I can see that the slope coefficients are different:

m.set$coefficients
(Intercept) Petal.Width 
  4.7771775   0.9301727
m.vir$coefficients
(Intercept) Petal.Width 
  5.2694172   0.6508306 
m.ver$coefficients
(Intercept) Petal.Width 
   4.044640    1.426365 

I have three questions:

  1. How can I test the difference between slopes?
  2. How can I test the difference between residual variances?
  3. What is a simple, effective way to present these comparisons?

A related question, Method to compare variable coefficient in two regression models, suggests re-running the model with a dummy variable to differentiate the slopes, are there options that would allow the use of independent data sets?

Best Answer

How can I test the difference between slopes?

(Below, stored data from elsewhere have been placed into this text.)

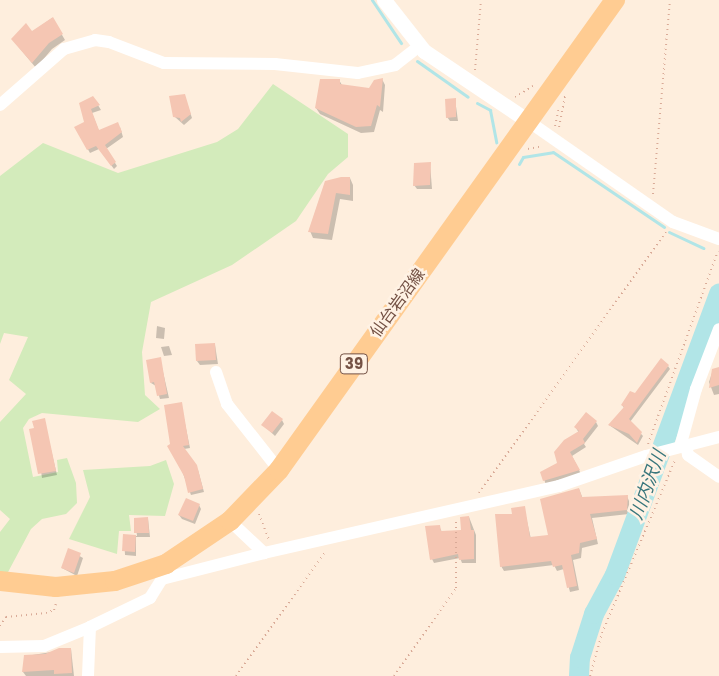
<!DOCTYPE html>
<html>
<head>
<meta charset="utf-8">
<style>
	body { margin:0 }
	#map { position:relative; width:719px; height:676px; overflow:hidden; background:#feeedd; font-family:Poppins,"Noto Sans JP",sans-serif }
	div>[style] { position:absolute }
	.green>* { inset:0; background:#d3ebbb }
	.shadow>* { inset:0; background:#0003 }
	.stream>* { height:3px; margin:-1.5px; padding:0 1.5px; transform-origin:1.5px; border-radius:1.5px; background:#b1e5e7 }
	.river>* { height:20px; margin:-10px; padding:0 10px; transform-origin:10px; border-radius:10px; background:#b1e5e7 }
	.building>* { inset:0; background:#f5c6b3 }
	.path>* { height:2px; margin-top:-1px; transform-origin:0; background:repeating-linear-gradient(90deg,#d9aa97 0 1px,transparent 0 5px) }
	.minor>* { height:12px; margin:-6px; padding:0 6px; transform-origin:6px; border-radius:6px; background:#fff }
	.tertiary>* { height:15px; margin:-7.5px; padding:0 7.5px; transform-origin:7.5px; border-radius:7.5px; background:#fff }
	.primary>* { height:20px; margin:-10px; padding:0 10px; transform-origin:10px; border-radius:10px; background:#ffcc92 }
	span { translate:-50% -50%; white-space:nowrap; text-align:center; line-height:1.15; -webkit-text-stroke:5px #fff2e4; paint-order:stroke }
	.shield-label span { padding:1px 4px; background:#fff2e4; border:1px solid; border-radius:4px; -webkit-text-stroke-width:0 }
	.shield-label { font-size:15px; color:#745144; font-weight:700 }
	.street-label { font-size:16px; color:#745144 }
	.water-label { font-size:18px; color:#38767c; font-style:italic }
</style>
</head>
<body>
<div id="map">
	<div class="green">
		<i style="clip-path:polygon(273px 84px,348px 134px,348px 157px,328px 174px,296px 221px,232px 265px,151px 302px,142px 352px,145px 395px,160px 409px,138px 422px,42px 413px,29px 419px,23px 428px,33px 477px,58px 472px,57px 460px,67px 458px,76px 483px,77px 503px,66px 514px,42px 519px,31px 529px,7px 574px,0 573px,0 532px,10px 519px,0 510px,0 422px,26px 394px,9px 380px,28px 337px,4px 333px,0 344px,0 176px,43px 143px,118px 173px,217px 142px,238px 129px)"></i>
		<i style="clip-path:polygon(166px 460px,174px 484px,165px 516px,129px 515px,131px 531px,119px 531px,117px 554px,69px 539px,90px 497px,83px 470px,150px 466px)"></i>
	</div>
	<div class="shadow">
		<i style="clip-path:polygon(52px 18px,65px 40px,52px 49px,36px 68px,12px 39px,31px 33px)"></i>
		<i style="clip-path:polygon(382px 79px,385px 85px,383px 112px,380px 110px,374px 132px,361px 133px,320px 114px,316px 108px,339px 80px,342px 85px,370px 90px)"></i>
		<i style="clip-path:polygon(184px 95px,192px 118px,184px 125px,175px 117px)"></i>
		<i style="clip-path:polygon(93px 97px,101px 110px,92px 113px,99px 131px,120px 127px,123px 137px,106px 149px,117px 166px,114px 169px,99px 149px,90px 153px,76px 128px,86px 123px)"></i>
		<i style="clip-path:polygon(455px 99px,458px 121px,450px 121px,447px 117px)"></i>
		<i style="clip-path:polygon(430px 163px,432px 189px,417px 189px,414px 185px)"></i>
		<i style="clip-path:polygon(350px 178px,353px 185px,353px 201px,340px 199px,332px 240px,313px 238px,310px 231px,326px 182px)"></i>
		<i style="clip-path:polygon(157px 326px,165px 328px,164px 339px,156px 338px)"></i>
		<i style="clip-path:polygon(215px 345px,218px 364px,200px 365px,197px 361px)"></i>
		<i style="clip-path:polygon(169px 346px,172px 355px,164px 356px,161px 347px)"></i>
		<i style="clip-path:polygon(160px 359px,169px 398px,160px 399px,156px 386px,151px 383px)"></i>
		<i style="clip-path:polygon(668px 366px,670px 369px,630px 422px,643px 436px,638px 445px,609px 425px,624px 408px,622px 405px)"></i>
		<i style="clip-path:polygon(719px 369px,719px 394px,714px 395px,709px 382px,713px 370px)"></i>
		<i style="clip-path:polygon(181px 404px,190px 448px,184px 449px,198px 470px,204px 492px,191px 495px,172px 444px)"></i>
		<i style="clip-path:polygon(44px 420px,57px 475px,42px 478px,35px 429px)"></i>
		<i style="clip-path:polygon(282px 420px,284px 424px,275px 436px,263px 425px)"></i>
		<i style="clip-path:polygon(596px 422px,598px 426px,584px 444px,586px 447px,572px 456px,581px 474px,546px 485px,542px 473px,559px 464px,579px 433px,576px 428px)"></i>
		<i style="clip-path:polygon(579px 489px,583px 499px,627px 496px,629px 501px,629px 514px,592px 518px,598px 544px,582px 548px,581px 558px,573px 560px,579px 590px,570px 592px,564px 569px,557px 571px,554px 565px,504px 571px,501px 566px,513px 515px,524px 508px,531px 539px,549px 536px)"></i>
		<i style="clip-path:polygon(199px 505px,201px 509px,195px 524px,182px 519px,179px 515px)"></i>
		<i style="clip-path:polygon(469px 517px,476px 535px,476px 563px,462px 563px,460px 558px,434px 563px,432px 559px,439px 526px,442px 532px,463px 532px)"></i>
		<i style="clip-path:polygon(135px 519px,148px 519px,150px 537px,136px 537px,136px 556px,125px 555px,124px 535px,137px 536px)"></i>
		<i style="clip-path:polygon(69px 550px,83px 558px,77px 576px,62px 568px)"></i>
		<i style="clip-path:polygon(71px 649px,74px 676px,26px 676px,23px 672px,26px 656px)"></i>
	</div>
	<div class="stream">
		<i style="left:372px;top:0;width:52px;rotate:56deg"></i>
		<i style="left:417px;top:61px;width:62px;rotate:35.2deg"></i>
		<i style="left:477px;top:103px;width:15px;rotate:28deg"></i>
		<i style="left:490px;top:110px;width:33px;rotate:79deg"></i>
		<i style="left:519px;top:164px;width:8px;rotate:-60deg"></i>
		<i style="left:523px;top:157px;width:30px;rotate:-9deg"></i>
		<i style="left:553px;top:152px;width:134px;rotate:34deg"></i>
		<i style="left:669px;top:232px;width:38px;rotate:25deg"></i>
	</div>
	<div class="river">
		<i style="left:579px;top:676px;width:18px;rotate:-87deg"></i>
		<i style="left:580px;top:658px;width:46px;rotate:-72.3deg"></i>
		<i style="left:594px;top:614px;width:44px;rotate:-61.7deg"></i>
		<i style="left:615px;top:575px;width:300px;rotate:-69.7deg"></i>
	</div>
	<div class="building">
		<i style="clip-path:polygon(53px 17px,63px 34px,49px 43px,32px 63px,11px 39px,26px 23px,32px 31px)"></i>
		<i style="clip-path:polygon(383px 78px,380px 107px,377px 105px,371px 126px,356px 127px,315px 108px,320px 79px,340px 79px,340px 84px,369px 88px,374px 80px)"></i>
		<i style="clip-path:polygon(185px 94px,191px 114px,181px 122px,180px 118px,173px 117px,169px 96px)"></i>
		<i style="clip-path:polygon(93px 96px,100px 105px,91px 109px,99px 130px,118px 122px,122px 132px,105px 145px,116px 162px,111px 166px,96px 146px,87px 150px,74px 127px,84px 122px,79px 103px)"></i>
		<i style="clip-path:polygon(456px 98px,456px 117px,446px 118px,445px 99px)"></i>
		<i style="clip-path:polygon(431px 162px,430px 185px,413px 186px,414px 163px)"></i>
		<i style="clip-path:polygon(341px 177px,350px 177px,350px 195px,336px 193px,328px 234px,308px 232px,325px 181px)"></i>
		<i style="clip-path:polygon(215px 343px,216px 360px,196px 361px,195px 344px)"></i>
		<i style="clip-path:polygon(161px 357px,167px 394px,157px 396px,154px 382px,150px 383px,146px 360px)"></i>
		<i style="clip-path:polygon(661px 358px,669px 365px,629px 419px,642px 432px,637px 443px,629px 434px,608px 425px,624px 407px,621px 405px,630px 391px,635px 393px)"></i>
		<i style="clip-path:polygon(719px 367px,719px 385px,709px 388px,712px 369px)"></i>
		<i style="clip-path:polygon(182px 402px,189px 445px,183px 446px,197px 465px,203px 489px,188px 493px,184px 476px,167px 446px,170px 444px,164px 405px)"></i>
		<i style="clip-path:polygon(272px 411px,283px 419px,272px 433px,261px 425px)"></i>
		<i style="clip-path:polygon(586px 412px,597px 421px,583px 439px,585px 443px,570px 452px,580px 470px,543px 481px,540px 472px,557px 463px,554px 452px,564px 440px,579px 431px,574px 427px)"></i>
		<i style="clip-path:polygon(45px 418px,56px 471px,38px 474px,29px 429px,34px 428px,32px 421px)"></i>
		<i style="clip-path:polygon(579px 488px,582px 497px,628px 495px,627px 510px,590px 514px,597px 539px,580px 543px,579px 553px,571px 555px,577px 586px,567px 588px,562px 565px,553px 567px,551px 561px,500px 567px,495px 514px,512px 514px,511px 508px,525px 506px,530px 537px,548px 535px,540px 499px)"></i>
		<i style="clip-path:polygon(186px 498px,200px 504px,193px 521px,178px 515px)"></i>
		<i style="clip-path:polygon(469px 516px,471px 530px,474px 530px,474px 559px,459px 560px,458px 554px,430px 560px,425px 526px,440px 525px,441px 531px,461px 530px,460px 517px)"></i>
		<i style="clip-path:polygon(148px 517px,149px 533px,134px 533px,134px 518px)"></i>
		<i style="clip-path:polygon(123px 534px,136px 535px,135px 552px,122px 551px)"></i>
		<i style="clip-path:polygon(68px 548px,81px 553px,74px 573px,61px 568px)"></i>
		<i style="clip-path:polygon(59px 648px,71px 648px,72px 673px,54px 674px,54px 670px,22px 672px,24px 655px,45px 654px)"></i>
	</div>
	<div class="path">
		<i style="left:475px;top:70px;width:70px;rotate:-85.1deg"></i>
		<i style="left:515px;top:97px;width:23px;rotate:-31deg"></i>
		<i style="left:555px;top:126px;width:19px;rotate:-78deg"></i>
		<i style="left:559px;top:127px;width:32px;rotate:-79deg"></i>
		<i style="left:528px;top:149px;width:15px;rotate:-11deg"></i>
		<i style="left:653px;top:194px;width:195px;rotate:-85deg"></i>
		<i style="left:648px;top:444px;width:205px;rotate:-70.1deg"></i>
		<i style="left:479px;top:493px;width:321px;rotate:-54.4deg"></i>
		<i style="left:259px;top:514px;width:28px;rotate:69deg"></i>
		<i style="left:0;top:626px;width:11px;rotate:-56deg"></i>
		<i style="left:6px;top:617px;width:40px;rotate:-5.7deg"></i>
		<i style="left:46px;top:613px;width:9px;rotate:-21deg"></i>
		<i style="left:54px;top:610px;width:7px;rotate:-74deg"></i>
		<i style="left:236px;top:676px;width:153px;rotate:-54.3deg"></i>
		<i style="left:394px;top:676px;width:108px;rotate:-54.8deg"></i>
		<i style="left:456px;top:588px;width:67px;rotate:-90deg"></i>
		<i style="left:590px;top:676px;width:45px;rotate:-74.4deg"></i>
		<i style="left:602px;top:633px;width:188px;rotate:-67.1deg"></i>
	</div>
	<div class="minor">
		<i style="left:0;top:105px;width:85px;rotate:-41.2deg"></i>
		<i style="left:64px;top:49px;width:32px;rotate:-16deg"></i>
		<i style="left:95px;top:40px;width:14px;rotate:8deg"></i>
		<i style="left:109px;top:42px;width:59px;rotate:20.9deg"></i>
		<i style="left:164px;top:63px;width:111px;rotate:0.5deg"></i>
		<i style="left:275px;top:64px;width:83px;rotate:6.2deg"></i>
		<i style="left:358px;top:73px;width:38px;rotate:-12deg"></i>
		<i style="left:395px;top:65px;width:31px;rotate:-38deg"></i>
		<i style="left:528px;top:121px;width:177px;rotate:34.9deg"></i>
		<i style="left:673px;top:222px;width:49px;rotate:20.3deg"></i>
		<i style="left:216px;top:372px;width:34px;rotate:71deg"></i>
		<i style="left:227px;top:404px;width:84px;rotate:51.8deg"></i>
		<i style="left:686px;top:446px;width:9px;rotate:77deg"></i>
		<i style="left:688px;top:455px;width:38px;rotate:35deg"></i>
		<i style="left:680px;top:447px;width:60px;rotate:-74.6deg"></i>
		<i style="left:696px;top:389px;width:64px;rotate:-69deg"></i>
		<i style="left:230px;top:521px;width:47px;rotate:43.3deg"></i>
		<i style="left:264px;top:553px;width:303px;rotate:-12.8deg"></i>
		<i style="left:559px;top:486px;width:92px;rotate:-19deg"></i>
		<i style="left:646px;top:456px;width:75px;rotate:-14.6deg"></i>
		<i style="left:0;top:647px;width:44px;rotate:-1.3deg"></i>
		<i style="left:44px;top:646px;width:50px;rotate:-22.4deg"></i>
		<i style="left:88px;top:676px;width:49px;rotate:-87.7deg"></i>
		<i style="left:90px;top:627px;width:67px;rotate:-25.8deg"></i>
		<i style="left:150px;top:598px;width:22px;rotate:-58deg"></i>
		<i style="left:162px;top:579px;width:105px;rotate:-14.3deg"></i>
	</div>
	<div class="tertiary">
		<i style="left:384px;top:0;width:65px;rotate:51.9deg"></i>
		<i style="left:424px;top:51px;width:125px;rotate:33.9deg"></i>
	</div>
	<div class="primary">
		<i style="left:0;top:581px;width:56px;rotate:6.1deg"></i>
		<i style="left:56px;top:587px;width:59px;rotate:-5.8deg"></i>
		<i style="left:115px;top:581px;width:54px;rotate:-18.4deg"></i>
		<i style="left:166px;top:564px;width:77px;rotate:-33.9deg"></i>
		<i style="left:230px;top:521px;width:71px;rotate:-46.1deg"></i>
		<i style="left:279px;top:470px;width:578px;rotate:-54.44deg"></i>
	</div>
	<div class="shield-label">
		<span style="left:354px;top:364px">39</span>
	</div>
	<div class="street-label">
		<span style="left:398px;top:303px;rotate:-54deg">仙台岩沼線</span>
	</div>
	<div class="water-label">
		<span style="left:648px;top:485px;rotate:-70deg">川内沢川</span>
	</div>
</div>
</body>
</html>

Include a dummy for species, let it interact with $P_i$, and see if this dummy is significant. Let $L_i$ be the sepal length and $P_i$ be the pedal width and $S_1, S_2, S_3$ be the dummy variables for the three species. The compare the model

$$ E(L_i) = \beta_0 + \beta_1 P_i $$

with the model that allows the effect of $P_i$ to be different for each species:

$$ E(L_i) = \alpha_0 + \alpha_1 S_2 + \alpha_2 S_3 + \alpha_4 P_i + \alpha_5 P_iS_2 + \alpha_6 P_i S_3 $$

The GLS estimators are MLEs and the first model is a submodel on the second, so you can use the likelihood ratio test here. The likelihoods can be extracted using the logLik function and the degrees of freedom for the test will be $4$ since you've deleted $4$ parameters to arrive at the submodel.

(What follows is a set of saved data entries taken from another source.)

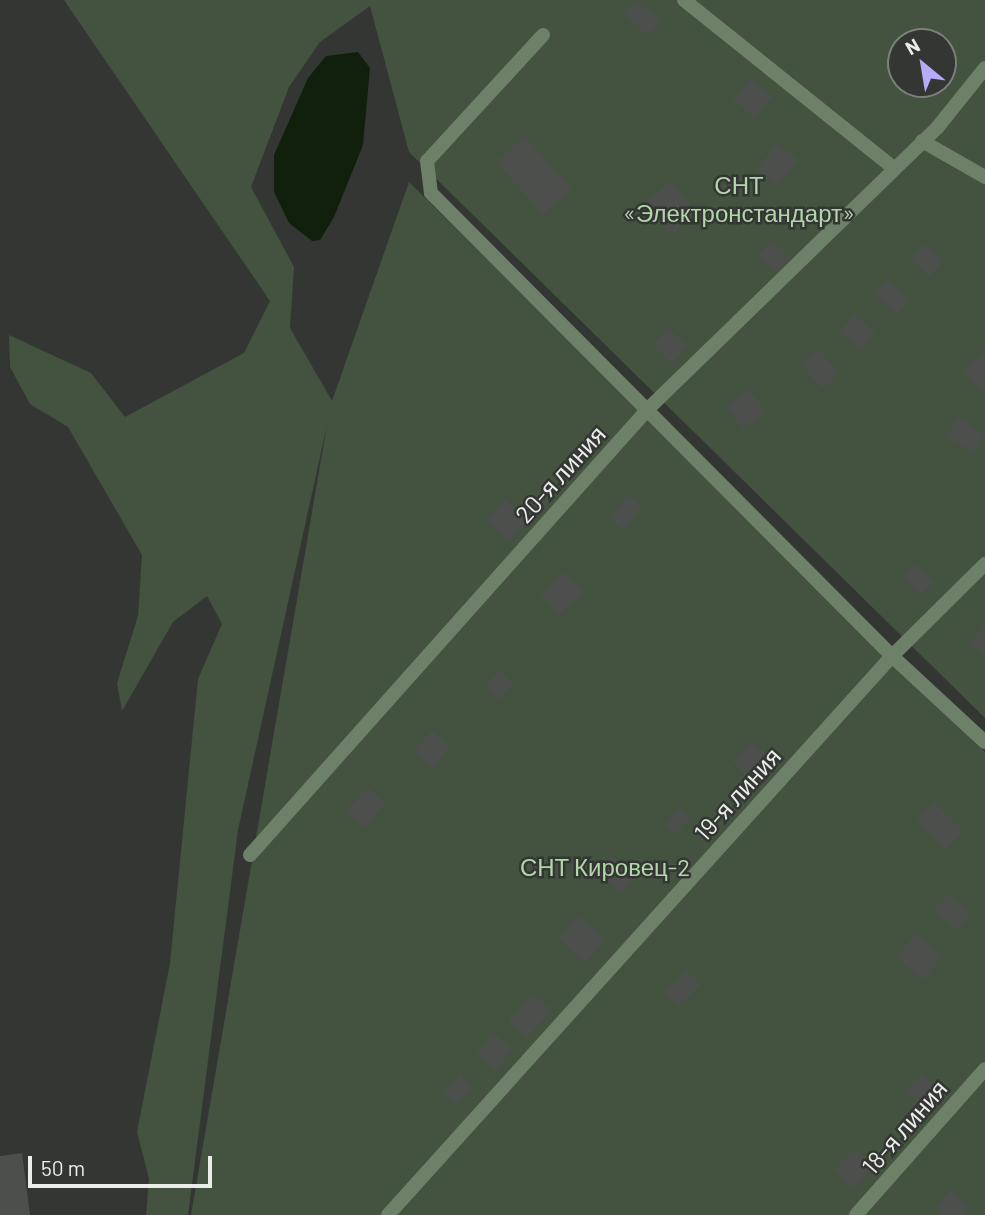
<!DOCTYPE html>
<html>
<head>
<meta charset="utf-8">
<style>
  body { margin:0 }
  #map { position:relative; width:985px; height:1215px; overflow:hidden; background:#343633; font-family:Barlow,sans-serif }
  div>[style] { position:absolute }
  .green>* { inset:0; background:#43533f }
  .water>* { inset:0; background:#10200c }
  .building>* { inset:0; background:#4d4f4d }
  .minor>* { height:14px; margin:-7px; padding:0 7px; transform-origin:7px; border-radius:7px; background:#6c8167 }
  span { translate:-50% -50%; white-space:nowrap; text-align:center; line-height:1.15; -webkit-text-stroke:5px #343633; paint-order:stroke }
  .park-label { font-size:24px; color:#b2d6a9 }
  .street-label { font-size:24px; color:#ebedeb }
  .north { position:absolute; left:887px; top:28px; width:70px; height:70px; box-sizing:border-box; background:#343633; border:2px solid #7d7f7d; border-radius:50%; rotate:330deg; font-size:19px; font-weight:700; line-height:28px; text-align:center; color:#ebedeb }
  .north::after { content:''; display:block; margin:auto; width:24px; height:32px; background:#b5acf8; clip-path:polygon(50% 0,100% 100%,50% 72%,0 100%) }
  .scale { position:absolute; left:28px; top:1156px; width:184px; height:32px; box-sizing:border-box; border:4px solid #ebedeb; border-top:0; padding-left:9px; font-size:21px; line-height:24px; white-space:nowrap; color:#ebedeb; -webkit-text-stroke:5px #343633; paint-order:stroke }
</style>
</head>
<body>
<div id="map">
  <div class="green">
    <div style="clip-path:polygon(evenodd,64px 0,985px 0,985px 718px,409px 152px,370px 6px,320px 42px,289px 87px,251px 187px,294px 267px,290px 328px,332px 401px,409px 182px,985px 752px,985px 1215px,191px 1215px,327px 425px,238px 830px,188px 1215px,146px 1215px,149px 1179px,137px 1132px,170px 963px,198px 679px,222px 624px,207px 596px,173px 622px,122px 711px,117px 683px,138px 616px,142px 555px,68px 427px,30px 404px,10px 367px,9px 335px,91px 373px,125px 417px,244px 353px,270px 301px,64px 0,901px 42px,943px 42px,943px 84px,901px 84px,901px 42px)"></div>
  </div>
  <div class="water">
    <div style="clip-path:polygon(358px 52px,370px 68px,363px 145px,334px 217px,320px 240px,312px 241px,289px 223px,274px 192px,274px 155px,308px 78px,326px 56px)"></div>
  </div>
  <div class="building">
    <div style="clip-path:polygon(635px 0,661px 20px,649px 36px,623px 14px)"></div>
    <div style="clip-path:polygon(943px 55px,959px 66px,946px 86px,943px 84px)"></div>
    <div style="clip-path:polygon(751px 78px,773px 97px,754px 118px,732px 99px)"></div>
    <div style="clip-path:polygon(525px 136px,572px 189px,543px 215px,496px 162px)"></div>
    <div style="clip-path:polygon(777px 143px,798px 160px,778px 186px,756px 170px)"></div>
    <div style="clip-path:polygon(669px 181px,697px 210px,672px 235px,643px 206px)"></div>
    <div style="clip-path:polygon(773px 240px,790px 257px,775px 272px,758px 255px)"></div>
    <div style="clip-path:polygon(924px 244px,944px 261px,930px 277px,911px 259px)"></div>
    <div style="clip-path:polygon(888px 279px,911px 299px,897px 315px,875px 294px)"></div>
    <div style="clip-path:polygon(855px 314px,876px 334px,861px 351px,839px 331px)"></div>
    <div style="clip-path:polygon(669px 328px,688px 346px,672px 364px,652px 345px)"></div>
    <div style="clip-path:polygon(818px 348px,839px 374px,822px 389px,800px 364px)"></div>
    <div style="clip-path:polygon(985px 348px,985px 393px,963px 372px)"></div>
    <div style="clip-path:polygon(749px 389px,766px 412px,743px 429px,726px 406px)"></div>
    <div style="clip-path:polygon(958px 417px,985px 434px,973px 453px,946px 436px)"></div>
    <div style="clip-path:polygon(629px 495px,643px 508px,623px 530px,609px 518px)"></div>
    <div style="clip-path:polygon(505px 499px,529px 520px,509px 542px,486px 521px)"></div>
    <div style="clip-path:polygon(916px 564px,934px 582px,920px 595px,903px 577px)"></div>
    <div style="clip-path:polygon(565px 572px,584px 593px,559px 615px,540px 595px)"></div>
    <div style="clip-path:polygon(985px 625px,985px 656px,969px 644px)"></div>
    <div style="clip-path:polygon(499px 670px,514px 683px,499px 700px,484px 687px)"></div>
    <div style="clip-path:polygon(432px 730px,451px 747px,432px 768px,413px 752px)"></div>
    <div style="clip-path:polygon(752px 742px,769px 759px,748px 778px,732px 761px)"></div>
    <div style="clip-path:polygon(368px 787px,386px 803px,364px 828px,346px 811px)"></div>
    <div style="clip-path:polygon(934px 802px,964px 831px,946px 850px,916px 820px)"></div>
    <div style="clip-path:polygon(680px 807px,691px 816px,677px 835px,665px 826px)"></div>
    <div style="clip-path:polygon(610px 855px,635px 878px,621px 893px,595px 871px)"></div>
    <div style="clip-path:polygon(949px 894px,971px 914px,956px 930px,934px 910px)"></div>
    <div style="clip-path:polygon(578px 916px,606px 940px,585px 963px,558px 938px)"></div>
    <div style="clip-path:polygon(916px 933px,943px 956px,923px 980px,896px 957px)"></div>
    <div style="clip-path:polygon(686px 970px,701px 985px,679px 1006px,664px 991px)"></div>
    <div style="clip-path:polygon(533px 994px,552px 1010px,527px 1038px,508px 1021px)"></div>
    <div style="clip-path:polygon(493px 1033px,513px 1049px,496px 1070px,476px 1053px)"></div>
    <div style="clip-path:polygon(922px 1074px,940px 1091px,923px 1108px,905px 1091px)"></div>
    <div style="clip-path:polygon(460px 1075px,472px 1087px,455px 1104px,443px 1093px)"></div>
    <div style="clip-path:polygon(855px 1148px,875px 1168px,853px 1189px,834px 1170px)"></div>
    <div style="clip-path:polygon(22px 1153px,30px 1215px,0 1215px,0 1156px)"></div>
    <div style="clip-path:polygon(951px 1190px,969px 1208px,962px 1215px,944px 1215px,935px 1206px)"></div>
  </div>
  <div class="minor">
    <div style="left:684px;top:0;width:269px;rotate:38.7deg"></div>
    <div style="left:543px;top:35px;width:171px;rotate:132.6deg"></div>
    <div style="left:427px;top:161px;width:32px;rotate:83deg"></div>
    <div style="left:431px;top:193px;width:653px;rotate:45.12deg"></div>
    <div style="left:892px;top:656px;width:127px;rotate:42.8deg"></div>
    <div style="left:922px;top:141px;width:73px;rotate:29.7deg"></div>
    <div style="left:250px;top:855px;width:598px;rotate:-48.26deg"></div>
    <div style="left:648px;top:409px;width:403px;rotate:-44.2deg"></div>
    <div style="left:937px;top:128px;width:77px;rotate:-51.3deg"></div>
    <div style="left:388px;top:1215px;width:753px;rotate:-47.96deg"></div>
    <div style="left:892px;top:656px;width:131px;rotate:-44.7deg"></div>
    <div style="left:856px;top:1215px;width:195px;rotate:-48.5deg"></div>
  </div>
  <div class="park-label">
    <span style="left:739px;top:199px">СНТ<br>«Электронстандарт»</span>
    <span style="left:605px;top:867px">СНТ Кировец-2</span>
  </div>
  <div class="street-label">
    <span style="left:560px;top:474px;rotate:-48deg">20-я линия</span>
    <span style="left:737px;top:794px;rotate:-48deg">19-я линия</span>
    <span style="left:904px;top:1127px;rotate:-49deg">18-я линия</span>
  </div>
  <div class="north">N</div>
  <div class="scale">50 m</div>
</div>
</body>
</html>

What is a simple, effective way to present the comparison?

I think the most appealing way would be to plot the regression lines for each species all on the same axes, maybe with error bars based on the standard errors. This would make the difference (or non-difference) between the species and their relationship to $P_i$ very apparent.

Edit: I noticed another question has been added to the body. So, I'm adding an answer to that:

How can I test the difference between residual variances?

For this, you'll need to stratify the data set and fit separate models since, the interaction-based model I suggested will constraint the residual variance to be the same in every group. If you fit separate models, this constraint goes away. In that case, you can still use the likelihood ratio test (the likelihood for the larger model is now calculated by summing the likelihoods from the three separate models). The "null" model depends on what you want to compare it with

  • if you only want to test the variance, while leaving the main effects in, then the "null" model should be the model with the interactions I've written above. The degrees of freedom for the test are then $2$.

  • If you want to test the variance jointly with the coefficients, then the null model should be the first model I've written above. The degrees of freedom for the test is then $6$.